BRIEF>
Which of the lines below contain the string "align"? Copy each one.

Records from a data source
--- START ---
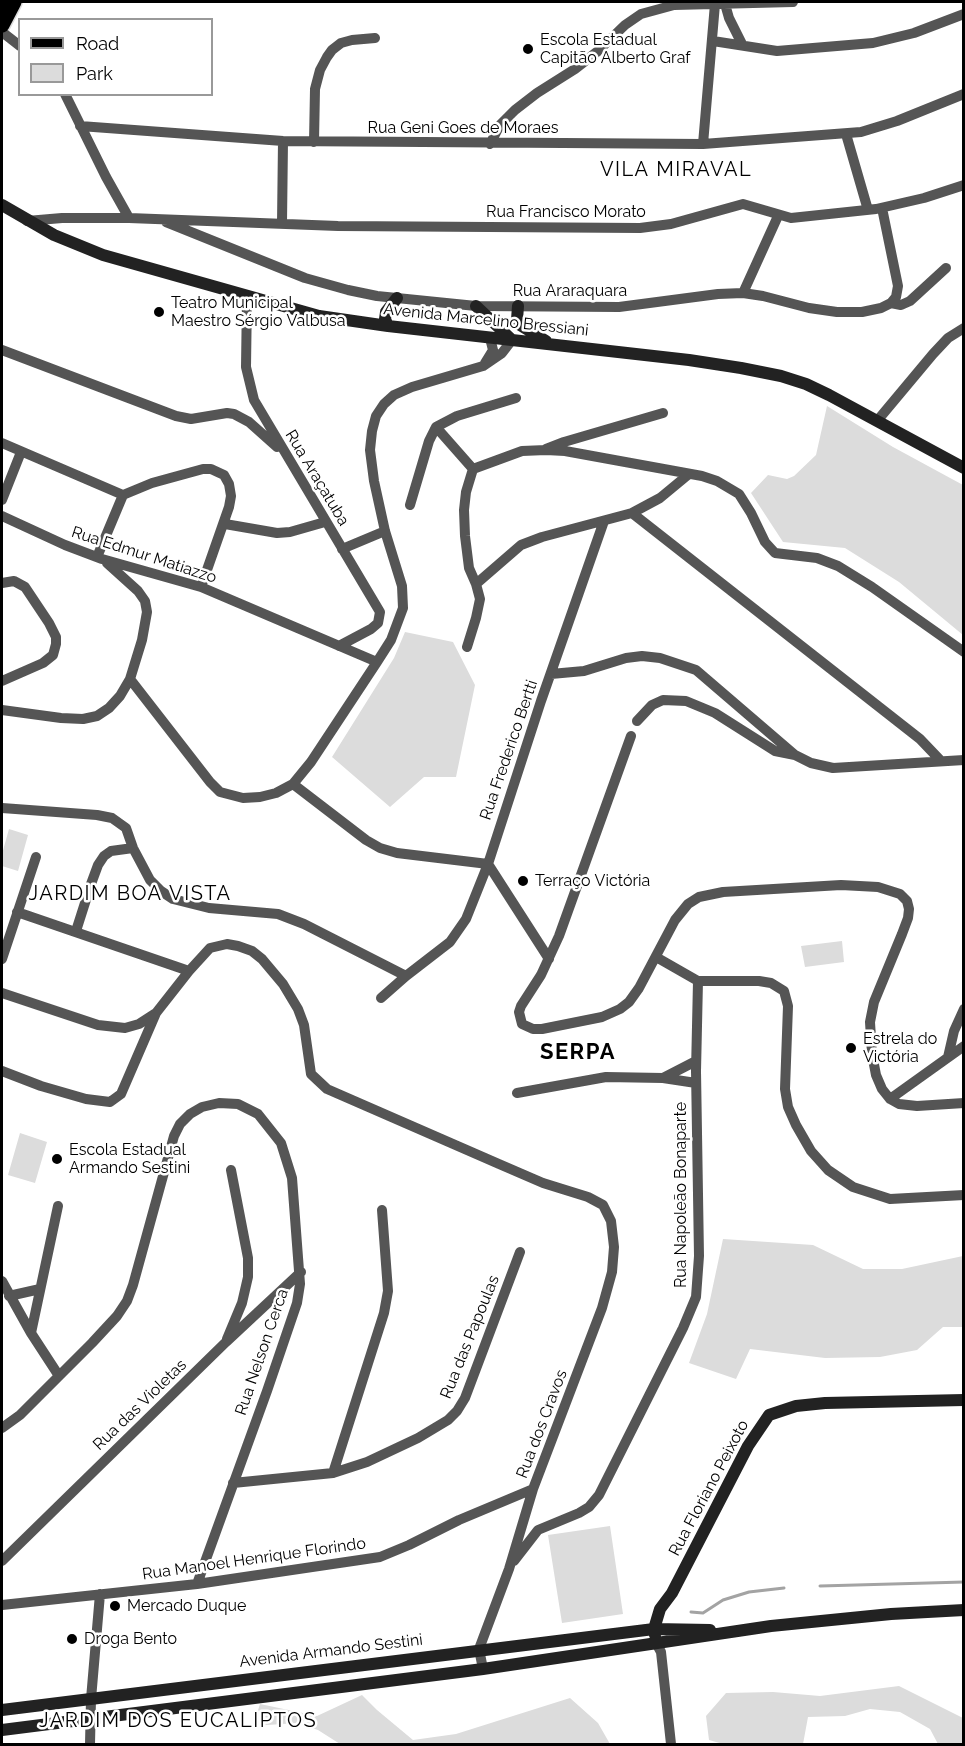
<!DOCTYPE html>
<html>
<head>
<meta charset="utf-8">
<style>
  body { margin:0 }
  #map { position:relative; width:965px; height:1746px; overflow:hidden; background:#fff; font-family:Raleway,sans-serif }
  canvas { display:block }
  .frame { position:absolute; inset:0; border:3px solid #000; pointer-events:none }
  .legend { position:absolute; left:18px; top:18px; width:195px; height:78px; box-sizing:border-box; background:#fff; border:2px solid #999; margin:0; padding:8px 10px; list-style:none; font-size:18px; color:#000 }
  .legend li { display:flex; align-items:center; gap:12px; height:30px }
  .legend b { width:30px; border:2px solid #999 }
</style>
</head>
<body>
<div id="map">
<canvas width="965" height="1746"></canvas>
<div class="frame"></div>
<ul class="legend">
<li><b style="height:8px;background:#000"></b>Road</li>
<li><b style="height:16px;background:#dcdcdc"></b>Park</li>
</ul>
</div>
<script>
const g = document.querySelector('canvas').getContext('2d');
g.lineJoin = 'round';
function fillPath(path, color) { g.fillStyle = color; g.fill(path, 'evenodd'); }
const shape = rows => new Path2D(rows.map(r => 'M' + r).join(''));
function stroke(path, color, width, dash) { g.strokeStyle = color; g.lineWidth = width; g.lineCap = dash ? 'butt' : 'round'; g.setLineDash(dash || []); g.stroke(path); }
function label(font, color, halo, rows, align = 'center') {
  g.font = font + ' Raleway,sans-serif'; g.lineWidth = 5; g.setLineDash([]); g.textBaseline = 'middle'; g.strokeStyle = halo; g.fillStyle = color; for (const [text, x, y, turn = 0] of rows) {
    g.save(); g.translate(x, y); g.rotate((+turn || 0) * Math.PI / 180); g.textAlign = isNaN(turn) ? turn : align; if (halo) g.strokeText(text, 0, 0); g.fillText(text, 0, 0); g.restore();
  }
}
fillPath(shape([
  [827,406,893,447,963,485,963,635,899,582,845,548,783,542,751,493,768,475,787,479,794,476,816,455],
  [405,632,453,642,475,685,456,777,424,777,390,807,332,757,394,658],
  [9,829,28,835,18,871,2,866,2,854],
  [842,941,844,962,805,967,801,946],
  [20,1133,47,1142,35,1183,8,1175],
  [723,1239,813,1245,863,1269,902,1269,963,1256,963,1327,943,1327,917,1350,880,1357,825,1358,750,1349,736,1379,689,1363,707,1314],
  [610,1526,623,1614,562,1623,548,1535],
  [899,1686,963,1718,963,1744,938,1744,930,1729,900,1712,870,1709,845,1716,808,1717,803,1744,723,1744,709,1740,706,1716,726,1693,773,1692,820,1696],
  [362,1695,377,1710,413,1740,456,1734,570,1698,598,1723,610,1744,340,1744,318,1730,297,1723,253,1726,260,1704,317,1716]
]), '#dcdcdc');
stroke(shape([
  [820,1586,964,1582],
  [691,1612,703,1613,723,1600,749,1592,784,1588]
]), '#a3a3a3', 3);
const primary = shape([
  [2,3,2,2],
  [2,25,14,2]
]);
stroke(primary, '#dbdbdb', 18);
stroke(shape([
  [725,4,729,18,742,44],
  [2,32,20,46],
  [713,41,777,51,873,43,914,33,964,14],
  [65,94,106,177,129,218],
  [80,126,283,141,703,144,861,132,897,121,964,94],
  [846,134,868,210],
  [314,142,315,89,320,70,327,57,332,50,341,43,352,40,375,38],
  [490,144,500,125,515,110,537,93,575,69,598,51,625,25,641,14,674,5,793,2],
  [703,144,715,4],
  [27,221,62,218,129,218,338,226,640,228,671,224,743,204,791,218,876,209,924,198,964,185],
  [166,222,305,278,348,290,377,296,476,306,619,307,718,294,743,293,763,296,809,308,837,312,862,312,881,308,891,303,896,297,898,286,882,208],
  [282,223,283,141],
  [743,293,778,216],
  [247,296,246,367,254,400,380,612,378,623,371,629,339,646],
  [891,303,901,305,910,301,946,268],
  [2,350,176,416,191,419,227,413,234,414,249,422,277,447],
  [485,363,493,350,490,338],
  [877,421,933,354,948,338,964,328],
  [436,427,473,469],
  [2,443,123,495],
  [546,449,564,442,663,413],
  [123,495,152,483,203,469,211,469,224,475,229,484,231,496,229,507,201,587],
  [2,500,21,452],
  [410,505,429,441,436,427,457,416,516,398],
  [632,513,920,739,941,761],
  [2,516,65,545,102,559,201,587,377,662],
  [225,524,277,533,290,532,325,522],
  [342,549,385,531],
  [97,557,123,495],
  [2,583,14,581,25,587,49,623,56,637,56,644,53,655,43,663,2,681],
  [476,584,521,545,542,537,632,513,660,498,689,474],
  [467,647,476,618,480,599,476,584,469,568,465,536,464,510,466,492,473,469,522,451,546,450,565,451,702,476,717,481,739,494,751,513,765,542,775,553,817,558,838,566,872,587,964,652],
  [551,674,584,671,626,658,642,656,660,658,696,670,795,755,811,763,833,768,964,760],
  [130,679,210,782,220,792,243,798,260,797,276,793,293,784,311,762,377,662,391,640,403,608,402,586,385,531,374,481,370,450,372,431,376,416,384,404,394,395,412,387,483,366,502,353,512,340],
  [2,710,61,718,83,719,97,716,109,708,120,696,130,679,142,640,147,612,145,601,138,591,107,563],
  [637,721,652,705,663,700,686,701,715,713,775,751,795,755],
  [631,736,559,936,541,975,521,1006,519,1012,522,1024,533,1029,542,1029,602,1017,620,1009,629,1002,639,988,675,920,688,904,699,897,723,892,841,885,878,887,900,894,907,901,909,909,908,918,902,934,874,1002,870,1022,872,1054,876,1075,882,1089,890,1099,899,1104,917,1106,964,1103],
  [293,784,366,840,380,848,397,853,488,864],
  [2,808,97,815,112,818,126,828,133,848,150,880,161,891,173,899,209,908,278,914,304,924,406,976],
  [488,864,549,959],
  [17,912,189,971],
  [76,931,91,884,98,865,104,856,111,851,133,848],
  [2,959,36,857],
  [698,981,759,981,771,983,784,991,788,1006,785,1089,788,1107,796,1125,811,1151,828,1170,853,1187,890,1199,964,1195],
  [2,993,98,1025,125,1028,139,1024,156,1013,189,971,210,948,227,944,238,946,252,951,262,959,283,984,298,1009,304,1025,311,1074,327,1089,499,1164,543,1183,588,1197,603,1205,611,1221,614,1247,612,1272,602,1308,533,1489,509,1569,479,1649,483,1669],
  [381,998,406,976,450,942,466,919,488,864,541,701,604,521],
  [948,1057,954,1031,964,1009],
  [2,1071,41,1086,86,1099,110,1102,121,1094,156,1013],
  [663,1078,696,1061],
  [517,1093,606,1077,663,1078,696,1083],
  [890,1099,964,1046],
  [2,1281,31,1333,59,1376],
  [9,1296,40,1289],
  [31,1333,58,1206],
  [227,1339,242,1303,248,1277,248,1258,231,1170],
  [2,1428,20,1415,92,1343,117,1316,127,1301,133,1285,174,1136,180,1124,190,1114,202,1107,219,1103,238,1104,258,1114,281,1143,292,1178,300,1284,297,1303,267,1391,197,1584],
  [333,1473,384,1313,388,1291,382,1210],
  [233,1483,333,1473,367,1462,418,1438,448,1420,457,1411,465,1398,520,1252],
  [2,1561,226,1342,301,1272],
  [514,1561,538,1530,579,1513,589,1507,599,1495,683,1328,696,1297,699,1256,696,1071,698,981,656,957],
  [2,1605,197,1584,380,1557,409,1545,459,1520,533,1489],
  [656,1643,661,1652,671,1744],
  [90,1744,91,1699,100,1594]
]), '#555', 10);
stroke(shape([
  [2,205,54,235,103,255,319,316,388,326,689,360,741,368,781,376,806,384,829,395,964,468],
  [476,306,512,340],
  [518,306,517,320,520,325,546,341],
  [388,326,385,319,386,312,397,298],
  [655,1635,654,1629,660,1609,672,1593,748,1446,769,1415,796,1406,825,1403,964,1400],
  [2,1710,654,1629,710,1630],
  [2,1730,483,1669,771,1626,891,1614,964,1610]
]), '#222', 12);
stroke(primary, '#000', 15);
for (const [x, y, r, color] of [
  [528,49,6,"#000"],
  [159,312,6,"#000"],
  [523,881,6,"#000"],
  [851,1048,6,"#000"],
  [57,1159,6,"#000"],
  [115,1606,6,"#000"],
  [72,1639,6,"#000"]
]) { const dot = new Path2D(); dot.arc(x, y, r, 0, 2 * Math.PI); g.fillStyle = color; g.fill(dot); stroke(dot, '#fff', 2); }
label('16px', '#000', '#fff', [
  ["Escola Estadual",540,40],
  ["Capitão Alberto Graf",540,58],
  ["Teatro Municipal",171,303],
  ["Maestro Sérgio Valbusa",171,321],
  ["Terraço Victória",535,881],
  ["Estrela do",863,1039],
  ["Victória",863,1057],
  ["Escola Estadual",69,1150],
  ["Armando Sestini",69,1168],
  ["Mercado Duque",127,1606],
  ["Droga Bento",84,1639]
], 'left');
label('16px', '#000', '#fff', [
  ["Rua Geni Goes de Moraes",463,128],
  ["Rua Francisco Morato",566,212],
  ["Rua Araraquara",570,291],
  ["Avenida Marcelino Bressiani",486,320,6],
  ["Rua Araçatuba",317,478,59],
  ["Rua Edmur Matiazzo",144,555,18],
  ["Rua Frederico Bertti",509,750,-71],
  ["Rua Napoleão Bonaparte",681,1195,-90],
  ["Rua das Papoulas",470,1337,-68],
  ["Rua Nelson Cerca",262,1352,-71],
  ["Rua das Violetas",140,1405,-44],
  ["Rua dos Cravos",542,1424,-69],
  ["Rua Floriano Peixoto",709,1488,-62],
  ["Rua Manoel Henrique Florindo",254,1559,-8],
  ["Avenida Armando Sestini",331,1651,-7]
]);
g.letterSpacing = '1.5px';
label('20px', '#000', '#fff', [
  ["VILA MIRAVAL",676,170],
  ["JARDIM BOA VISTA",130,894],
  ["JARDIM DOS EUCALIPTOS",178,1721]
]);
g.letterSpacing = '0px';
g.letterSpacing = '1.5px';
label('bold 22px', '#000', '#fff', [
  ["SERPA",578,1052]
]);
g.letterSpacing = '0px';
</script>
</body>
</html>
--- END ---
TASK RESULT>
  .legend li { display:flex; align-items:center; gap:12px; height:30px }
function label(font, color, halo, rows, align = 'center') {
    g.save(); g.translate(x, y); g.rotate((+turn || 0) * Math.PI / 180); g.textAlign = isNaN(turn) ? turn : align; if (halo) g.strokeText(text, 0, 0); g.fillText(text, 0, 0); g.restore();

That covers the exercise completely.